Panayotis Stilyanu ve Ahmet Yahya…
Aynı tarihte faşistler tarafından öldürülen iki solcu…
29 Mayıs 1958 tarihinde faşistler tarafından öldürülen iki solcu, Panayotis Stilyanu ve Ahmet Yahya’ya ilişkin AKEL Türkçe sayfasında ayrıntılı bilgiler verildi… “Panayotis Stilyanu’yu saygıyla anıyoruz!” başlıklı haberde özetle şöyle denildi:
“Bugün 29 Mayıs. 1958’de AKEL üyesi Panayotis Stilyanu’nun Aheritu’da Grivas’çı maskeli katiller tarafından katledilmesinin yıldönümü.
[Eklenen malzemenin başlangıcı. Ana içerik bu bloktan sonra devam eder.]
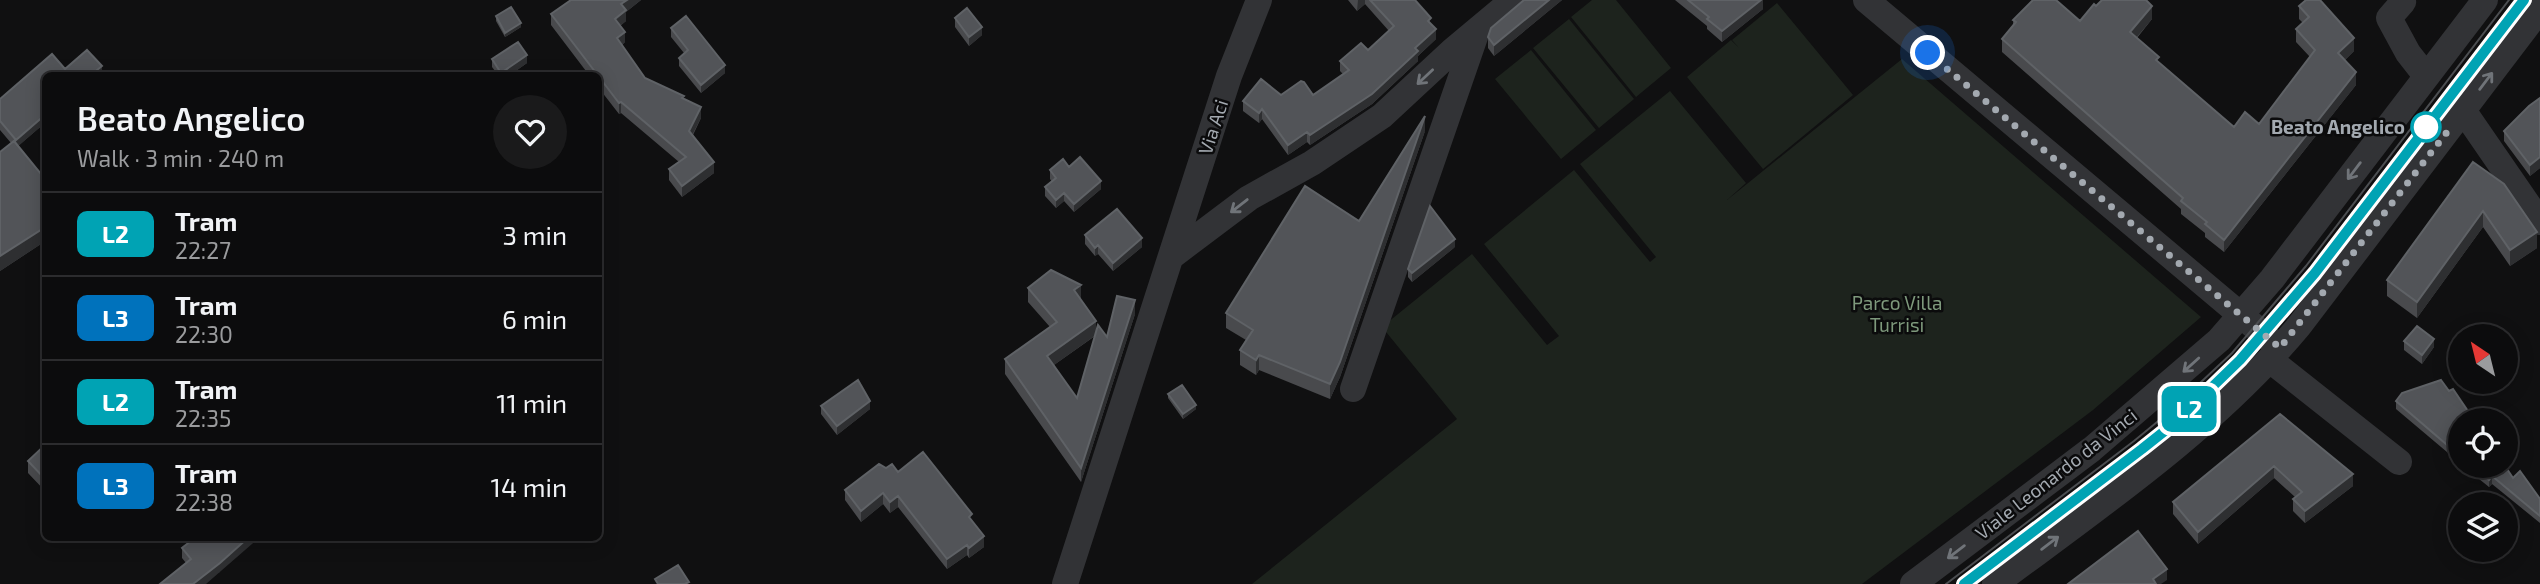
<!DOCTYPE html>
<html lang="en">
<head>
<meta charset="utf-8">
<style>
	:root { --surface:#0c0c0d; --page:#1a1a1b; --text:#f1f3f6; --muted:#9a9b9d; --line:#2c2c2e }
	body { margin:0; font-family:"Exo 2",sans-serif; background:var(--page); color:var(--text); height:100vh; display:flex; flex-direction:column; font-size:26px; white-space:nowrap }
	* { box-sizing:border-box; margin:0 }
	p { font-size:23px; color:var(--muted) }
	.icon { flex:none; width:38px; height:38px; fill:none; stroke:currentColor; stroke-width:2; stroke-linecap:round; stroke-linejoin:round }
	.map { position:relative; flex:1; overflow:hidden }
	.side { position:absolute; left:42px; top:72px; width:560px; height:469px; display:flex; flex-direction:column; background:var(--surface); border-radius:10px; box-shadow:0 4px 18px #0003,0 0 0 2px var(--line) }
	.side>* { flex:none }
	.badge { padding:0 14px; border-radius:10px; font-size:24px; line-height:46px }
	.needle { width:46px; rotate:325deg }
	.buttons { position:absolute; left:2448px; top:324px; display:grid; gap:14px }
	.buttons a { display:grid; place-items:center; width:70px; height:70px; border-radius:50%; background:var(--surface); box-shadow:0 4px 18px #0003,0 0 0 2px var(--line); font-size:35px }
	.you { position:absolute; width:35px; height:35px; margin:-18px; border:5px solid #fff; border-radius:50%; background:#1a73e8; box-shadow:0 0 0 10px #1a73e833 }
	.map>.badge { position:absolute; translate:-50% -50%; box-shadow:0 0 0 4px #fff }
	.round { display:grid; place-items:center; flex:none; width:74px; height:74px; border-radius:37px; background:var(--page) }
	.overview { display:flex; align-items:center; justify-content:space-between; height:119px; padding:0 35px }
	h1 { font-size:33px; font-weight:600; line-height:52px }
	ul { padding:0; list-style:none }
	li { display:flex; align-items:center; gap:21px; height:84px; padding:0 35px; border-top:2px solid var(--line) }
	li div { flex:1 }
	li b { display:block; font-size:26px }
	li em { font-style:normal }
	li .badge { min-width:77px; font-weight:700; text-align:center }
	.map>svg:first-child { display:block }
	.green { fill:#1d231d }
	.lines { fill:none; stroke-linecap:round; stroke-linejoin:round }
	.minor { stroke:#323336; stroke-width:26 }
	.tram { stroke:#4b4d50; stroke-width:2 }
	.wall { fill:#494a4d; fill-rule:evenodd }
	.shaded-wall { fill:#2e2f31 }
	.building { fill:#525458; stroke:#5f6266; stroke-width:2 }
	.oneway { stroke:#707479 }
	.line-casing { stroke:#fff; stroke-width:16 }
	.line { stroke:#00a3b4; stroke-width:10 }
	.walk { stroke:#a3a9b0; stroke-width:7; stroke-dasharray:0 12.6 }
	.stop-dot { fill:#fff; stroke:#00a3b4; stroke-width:3.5 }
	.labels { text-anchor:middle; stroke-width:5; stroke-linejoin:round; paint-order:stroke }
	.street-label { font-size:19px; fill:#a3a9b0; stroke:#0b0b0c }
	.stop-label { font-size:19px; font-weight:bold; fill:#a3a9b0; stroke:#0b0b0c; text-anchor:end }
	.park-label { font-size:19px; fill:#7e997c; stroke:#0b0b0c }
</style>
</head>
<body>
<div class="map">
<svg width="2540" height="584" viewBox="0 0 2540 584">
	<rect width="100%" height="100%" fill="#101011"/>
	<!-- green -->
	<path class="green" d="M 1592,0 L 1616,0 L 1671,68 L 1636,97 L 1571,17 Z
		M 1777,3 L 1853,95 L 1763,169 L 1687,77 L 1731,40 L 1739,48 L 1732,40 Z
		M 1569,19 L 1634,99 L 1599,128 L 1533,48 Z
		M 1531,50 L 1596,130 L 1561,159 L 1495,79 Z
		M 1902,59 L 2201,317 L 2093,410 L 1862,584 L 1252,584 L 1457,419 L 1382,327 L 1472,254 L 1547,345 L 1559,336 L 1484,244 L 1574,170 L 1650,262 L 1656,257 L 1580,164 L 1670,91 L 1746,183 L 1727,200 Z"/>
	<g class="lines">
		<!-- minor -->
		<path class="minor" d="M 1866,0 L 2280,348
			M 2402,0 L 2403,2 L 2389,18 L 2408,53 L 2426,76
			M 2463,110 L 2540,222
			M 1172,256 L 1249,198 L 1312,163 L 1382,116 L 1452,51 L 1513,0
			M 2270,360 L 2399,462
			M 1353,389 L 1477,31
			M 1065,584 L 1229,76 L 1259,0
			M 1913,584 L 2092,449 L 2219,340 L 2272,279 L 2485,0
			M 1995,584 C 2101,505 2214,428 2299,326 L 2540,9"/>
		<!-- tram -->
		<path class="tram" d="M 1946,584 L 2134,441 L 2168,413 L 2232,353 L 2306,266 L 2509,0
			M 1964,584 L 2142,449 L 2176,422 L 2240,360 L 2315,273 L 2524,0"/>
	</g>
	<!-- wall -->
	<path class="wall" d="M 571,0 L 641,0 L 626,12 L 626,21 L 620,26 L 625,42 L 622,45 L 645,78 L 684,99 L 701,118 L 693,135 L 714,173 L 682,197 L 669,180 L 669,169 L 679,162 L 621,113 L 619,114 L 598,87 L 598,75 L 589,75 L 551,25 L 551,14 Z
		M 1348,0 L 1415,0 L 1431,24 L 1436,39 L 1418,56 L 1418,61 L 1372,104 L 1310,145 L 1307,142 L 1288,155 L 1262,119 L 1259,123 L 1243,111 L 1243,101 L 1281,95 L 1313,95 L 1343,74 L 1340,71 L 1340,61 L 1368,50 L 1389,31 L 1365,4 L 1357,11 Z
		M 1524,0 L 1562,0 L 1494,56 L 1488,48 L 1488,37 Z
		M 1675,0 L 1763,0 L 1763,9 L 1722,42 L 1707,29 L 1707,26 Z
		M 2096,6 L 2152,19 L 2137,38 L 2159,62 L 2234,127 L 2259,124 L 2310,57 L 2296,42 L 2296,29 L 2303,23 L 2299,19 L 2299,6 L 2354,51 L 2345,60 L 2356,85 L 2224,252 L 2205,237 L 2205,233 L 2181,214 L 2181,209 L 2002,52 L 2002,39 L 2013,25 L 2013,20 L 2080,21 Z
		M 496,16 L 521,27 L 505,37 L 496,21 Z
		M 955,18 L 982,35 L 969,46 L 955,27 Z
		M 671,28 L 725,73 L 701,93 L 679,66 L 679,58 L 684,53 L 671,37 Z
		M 87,50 L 102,66 L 102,74 L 100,75 L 46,75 L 46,122 L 18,146 L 46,180 L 46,244 L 45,244 L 44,242 L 0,271 L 0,152 L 11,143 L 0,130 L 0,99 L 52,54 L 65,69 Z
		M 492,59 L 527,63 L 510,75 L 498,75 L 492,67 Z
		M 2540,98 L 2540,168 L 2530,176 L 2504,141 L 2504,131 Z
		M 1425,131 L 1340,377 L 1330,399 L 1259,370 L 1256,375 L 1240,365 L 1240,350 L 1246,340 L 1226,328 L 1226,313 L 1359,221 Z
		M 2473,162 L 2537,248 L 2510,266 L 2483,227 L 2417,318 L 2387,296 L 2387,280 Z
		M 1069,167 L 1101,189 L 1074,212 L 1064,201 L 1056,208 L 1045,196 L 1045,187 L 1052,182 L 1050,179 L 1050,170 Z
		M 1085,235 L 1142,247 L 1113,271 L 1098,254 L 1095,256 L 1085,244 Z
		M 1455,247 L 1412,282 L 1408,277 L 1408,269 Z
		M 1028,288 L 1081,300 L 1096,333 L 1107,337 L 1135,314 L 1081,482 L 1005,374 L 1005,359 L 1050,327 L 1028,302 ZM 1095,336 L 1077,398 L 1054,365 Z
		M 2404,341 L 2434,347 L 2422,364 L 2404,350 Z
		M 1168,394 L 1196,409 L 1183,419 L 1168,398 Z
		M 2396,401 L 2460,420 L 2460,463 L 2396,409 Z
		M 821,406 L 870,409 L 837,435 L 821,414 Z
		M 2280,414 L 2353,486 L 2305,523 L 2293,511 L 2293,499 L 2295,497 L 2274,478 L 2198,544 L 2173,514 L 2173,502 Z
		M 46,444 L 46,492 L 28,473 L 28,461 Z
		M 2463,466 L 2505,466 L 2513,478 L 2540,499 L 2540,523 L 2492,484 L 2489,487 Z
		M 886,468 L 898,472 L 972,520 L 984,547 L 969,558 L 967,555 L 947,569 L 898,507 L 890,513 L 883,504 L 861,522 L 845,500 L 845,490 Z
		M 182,548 L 220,573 L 186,563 L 182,558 Z"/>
	<!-- shaded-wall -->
	<path class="shaded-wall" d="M 627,0 L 641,0 L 626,12 L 626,21 L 615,30 L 615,19 L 621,4 Z
		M 1358,0 L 1365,0 L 1365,4 L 1357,11 Z
		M 1549,0 L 1562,0 L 1494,56 L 1494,45 Z
		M 1761,0 L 1763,0 L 1763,9 L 1722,42 L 1722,31 Z
		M 2152,6 L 2152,19 L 2130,45 L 2130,32 Z
		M 521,23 L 521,27 L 505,37 L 505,33 Z
		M 982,27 L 982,35 L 969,46 L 969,37 Z
		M 1436,29 L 1436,39 L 1418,56 L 1418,61 L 1372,104 L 1310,145 L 1310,135 L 1415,48 Z
		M 625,32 L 625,42 L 617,48 L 617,38 Z
		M 2354,38 L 2354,51 L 2338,66 L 2338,53 Z
		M 527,55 L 527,63 L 510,75 L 501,75 L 501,73 Z
		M 725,65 L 725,73 L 701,93 L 701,85 Z
		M 102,66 L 102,74 L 100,75 L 91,75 Z
		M 2356,72 L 2356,85 L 2224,252 L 2224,240 Z
		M 621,102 L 621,113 L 619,114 L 619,103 Z
		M 701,107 L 701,118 L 689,141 L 689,131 Z
		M 1262,109 L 1262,119 L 1259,123 L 1259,113 Z
		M 46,114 L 46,122 L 16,148 L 16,140 Z
		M 1425,116 L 1425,131 L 1340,377 L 1330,399 L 1330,384 Z
		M 1307,132 L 1307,142 L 1288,155 L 1288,145 Z
		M 2540,157 L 2540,168 L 2530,176 L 2530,165 Z
		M 714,162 L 714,173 L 682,197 L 682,186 Z
		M 1101,181 L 1101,189 L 1074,212 L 1074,204 Z
		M 1064,193 L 1064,201 L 1056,208 L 1056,200 Z
		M 2483,211 L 2483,227 L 2417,318 L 2417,302 Z
		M 44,228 L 44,242 L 0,271 L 0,256 Z
		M 2537,232 L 2537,248 L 2510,266 L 2510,250 Z
		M 1142,238 L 1142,247 L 1113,271 L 1113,263 Z
		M 1455,239 L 1455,247 L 1412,282 L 1412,273 Z
		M 1098,245 L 1098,254 L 1095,256 L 1095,248 Z
		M 1081,285 L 1081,300 L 1074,290 Z
		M 1135,300 L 1135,314 L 1081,482 L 1081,468 Z
		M 1096,321 L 1096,335 L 1047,370 L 1047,356 Z
		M 2434,339 L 2434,347 L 2422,364 L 2422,355 Z
		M 1259,355 L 1259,370 L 1256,375 L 1256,360 Z
		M 870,401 L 870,409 L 837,435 L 837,426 Z
		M 1196,405 L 1196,409 L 1183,419 L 1183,414 Z
		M 2274,466 L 2274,478 L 2198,544 L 2198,532 Z
		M 2353,474 L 2353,486 L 2305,523 L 2305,511 Z
		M 2492,476 L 2492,484 L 2489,487 L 2489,480 Z
		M 883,493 L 883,504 L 861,522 L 861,511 Z
		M 898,496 L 898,507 L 890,513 L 890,502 Z
		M 984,536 L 984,547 L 969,558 L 969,548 Z
		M 249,537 L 260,537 L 206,584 L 193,584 Z
		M 967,545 L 967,555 L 947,569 L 947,559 Z
		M 2167,569 L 2167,580 L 2161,584 L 2153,584 L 2153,579 Z"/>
	<!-- building -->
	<path class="building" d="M 571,0 L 627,0 L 621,4 L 626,10 L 615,19 L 625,32 L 617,38 L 645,78 L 684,96 L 682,98 L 701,107 L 689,131 L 714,162 L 682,186 L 669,169 L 686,157 L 621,102 L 619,103 L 551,14 Z
		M 1370,0 L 1415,0 L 1431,18 L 1428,21 L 1436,29 L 1415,48 L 1418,51 L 1372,94 L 1310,135 L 1307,132 L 1288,145 L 1262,109 L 1259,113 L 1243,101 L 1261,79 L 1281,95 L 1301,81 L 1304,82 L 1313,95 L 1349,70 L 1340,61 L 1361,43 L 1368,50 L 1394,26 Z
		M 1524,0 L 1549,0 L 1494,45 L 1488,37 L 1491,28 Z
		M 1688,0 L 1761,0 L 1722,31 L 1707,19 L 1709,17 Z
		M 2033,0 L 2056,0 L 2080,21 L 2094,4 L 2096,6 L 2102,0 L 2146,0 L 2152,6 L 2130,32 L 2159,57 L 2156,60 L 2234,127 L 2245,112 L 2259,124 L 2315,50 L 2296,29 L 2309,17 L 2299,6 L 2306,0 L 2320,0 L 2354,38 L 2338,53 L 2356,72 L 2224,240 L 2205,224 L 2207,222 L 2181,201 L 2183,198 L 2002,39 L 2016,22 L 2013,20 Z
		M 511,7 L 521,23 L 505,33 L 496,16 Z
		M 967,8 L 982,27 L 969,37 L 955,18 Z
		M 686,16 L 725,65 L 701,85 L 679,58 L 688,50 L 671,28 Z
		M 518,42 L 527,55 L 501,73 L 492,59 Z
		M 87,50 L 102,66 L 91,75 L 46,75 L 46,114 L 16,140 L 0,121 L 0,99 L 52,54 L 65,69 Z
		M 2540,98 L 2540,157 L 2530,165 L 2504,131 L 2529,106 Z
		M 1425,116 L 1340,362 L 1330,384 L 1259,355 L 1256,360 L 1240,350 L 1253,330 L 1226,313 L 1305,186 L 1359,221 Z
		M 14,141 L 46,180 L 46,230 L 45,230 L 44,228 L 0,256 L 0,152 Z
		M 1080,157 L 1101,181 L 1074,204 L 1064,193 L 1056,200 L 1045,187 L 1056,178 L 1050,170 L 1063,159 L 1069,167 Z
		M 2473,162 L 2504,184 L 2537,232 L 2510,250 L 2483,211 L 2417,302 L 2387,280 Z
		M 1430,206 L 1455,239 L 1412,273 L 1408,269 Z
		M 1117,209 L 1142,238 L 1113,263 L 1098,245 L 1095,248 L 1085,235 Z
		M 1051,270 L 1081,285 L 1074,290 L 1096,321 L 1047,356 L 1077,398 L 1098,325 L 1107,337 L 1117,296 L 1135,300 L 1081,468 L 1005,359 L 1057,322 L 1028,288 Z
		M 2417,326 L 2434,339 L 2422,355 L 2404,341 Z
		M 858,380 L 870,401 L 837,426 L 821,406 Z
		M 2441,380 L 2449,391 L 2453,389 L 2474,420 L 2460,420 L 2460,456 L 2396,401 L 2402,393 Z
		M 1182,385 L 1196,405 L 1183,414 L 1168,394 Z
		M 2280,414 L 2353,474 L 2305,511 L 2293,499 L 2302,492 L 2274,466 L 2198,532 L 2173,502 Z
		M 46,444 L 46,480 L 28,461 Z
		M 923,452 L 972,514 L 969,517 L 984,536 L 969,548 L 967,545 L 947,559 L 898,496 L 890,502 L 883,493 L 861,511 L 845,490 L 879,464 L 886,468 L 892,464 L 898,472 Z
		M 2472,466 L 2505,466 L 2513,478 L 2520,471 L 2540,499 L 2540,516 L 2492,476 L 2489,480 Z
		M 2138,531 L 2167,569 L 2153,579 L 2156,584 L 2068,584 Z
		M 196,537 L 249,537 L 220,563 L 193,584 L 160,584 L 191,559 L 182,548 Z
		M 678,565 L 689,582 L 685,584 L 658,584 L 655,579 Z"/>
	<!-- one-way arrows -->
	<defs><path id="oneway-shaft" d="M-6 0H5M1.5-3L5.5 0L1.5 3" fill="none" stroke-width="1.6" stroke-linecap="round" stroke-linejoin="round" transform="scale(1.75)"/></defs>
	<g class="oneway">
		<use href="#oneway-shaft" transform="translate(1425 77) rotate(137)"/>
		<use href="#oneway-shaft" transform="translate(2486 81) rotate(-53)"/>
		<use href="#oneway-shaft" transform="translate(2354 171) rotate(127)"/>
		<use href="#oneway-shaft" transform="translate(1239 206) rotate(142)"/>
		<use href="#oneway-shaft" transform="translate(2191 365) rotate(138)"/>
		<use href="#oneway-shaft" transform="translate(2050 543) rotate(-37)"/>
		<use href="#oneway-shaft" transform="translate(1956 552) rotate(143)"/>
	</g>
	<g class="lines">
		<defs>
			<path id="line" d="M 1964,584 L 2142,449 L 2176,422 L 2240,360 L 2315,273 L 2524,0"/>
		</defs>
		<!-- line casing -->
		<use href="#line" class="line-casing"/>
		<!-- line -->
		<use href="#line" class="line"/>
		<!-- walk -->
		<path class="walk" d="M 1928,53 L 2280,348 L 2447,132 L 2426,127"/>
	</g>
	<!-- markers -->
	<circle class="stop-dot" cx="2426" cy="127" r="14"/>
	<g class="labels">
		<!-- street labels -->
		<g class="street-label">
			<text transform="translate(1213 127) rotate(-72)" y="7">Via Aci</text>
			<text transform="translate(2056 474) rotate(-38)" y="7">Viale Leonardo da Vinci</text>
		</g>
		<!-- stop labels -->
		<g class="stop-label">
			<text x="2405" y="134">Beato Angelico</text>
		</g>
		<!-- park labels -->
		<g class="park-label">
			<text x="1897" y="310">Parco Villa<tspan x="1897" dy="22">Turrisi</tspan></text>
		</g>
	</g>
</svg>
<div class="buttons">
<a><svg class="needle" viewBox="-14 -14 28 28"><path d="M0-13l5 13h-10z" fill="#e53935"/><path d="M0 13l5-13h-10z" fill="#9a9b9d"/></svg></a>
<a><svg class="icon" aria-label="locate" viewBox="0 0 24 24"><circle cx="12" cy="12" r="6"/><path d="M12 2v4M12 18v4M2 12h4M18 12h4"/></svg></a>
<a><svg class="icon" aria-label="layers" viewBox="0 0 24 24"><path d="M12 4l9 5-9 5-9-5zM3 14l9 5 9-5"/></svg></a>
</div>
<div class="you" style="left:1928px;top:53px"></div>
<b class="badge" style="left:2189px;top:409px;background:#00a3b4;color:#fff">L2</b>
<section class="side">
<div class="overview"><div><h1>Beato Angelico</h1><p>Walk · 3 min · 240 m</p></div><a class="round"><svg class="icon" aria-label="heart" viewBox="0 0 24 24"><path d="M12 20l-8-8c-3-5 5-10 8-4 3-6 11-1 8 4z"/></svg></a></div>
<ul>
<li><span class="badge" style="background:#00a3b4;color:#fff">L2</span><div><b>Tram</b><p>22:27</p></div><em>3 min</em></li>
<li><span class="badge" style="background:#0072bc;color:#fff">L3</span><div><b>Tram</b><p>22:30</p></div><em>6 min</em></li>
<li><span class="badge" style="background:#00a3b4;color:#fff">L2</span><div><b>Tram</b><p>22:35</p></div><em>11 min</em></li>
<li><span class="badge" style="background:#0072bc;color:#fff">L3</span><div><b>Tram</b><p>22:38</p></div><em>14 min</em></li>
</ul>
</section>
</div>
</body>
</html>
Panayotis, Mağusa’ya bağlı Aheritu köyünde çeşitli işler yaparak geçinmeye çalışıyordu. Süpürge yaparak bunları Maraş’ta satıyor, kuyu kazıyor, evlerinin etrafına duvar örmek isteyenler için taş kırıyordu. 1958’de öldürüldüğünde birkaç koyun almayı başarmış ve çobanlık yapmaya başlamıştı.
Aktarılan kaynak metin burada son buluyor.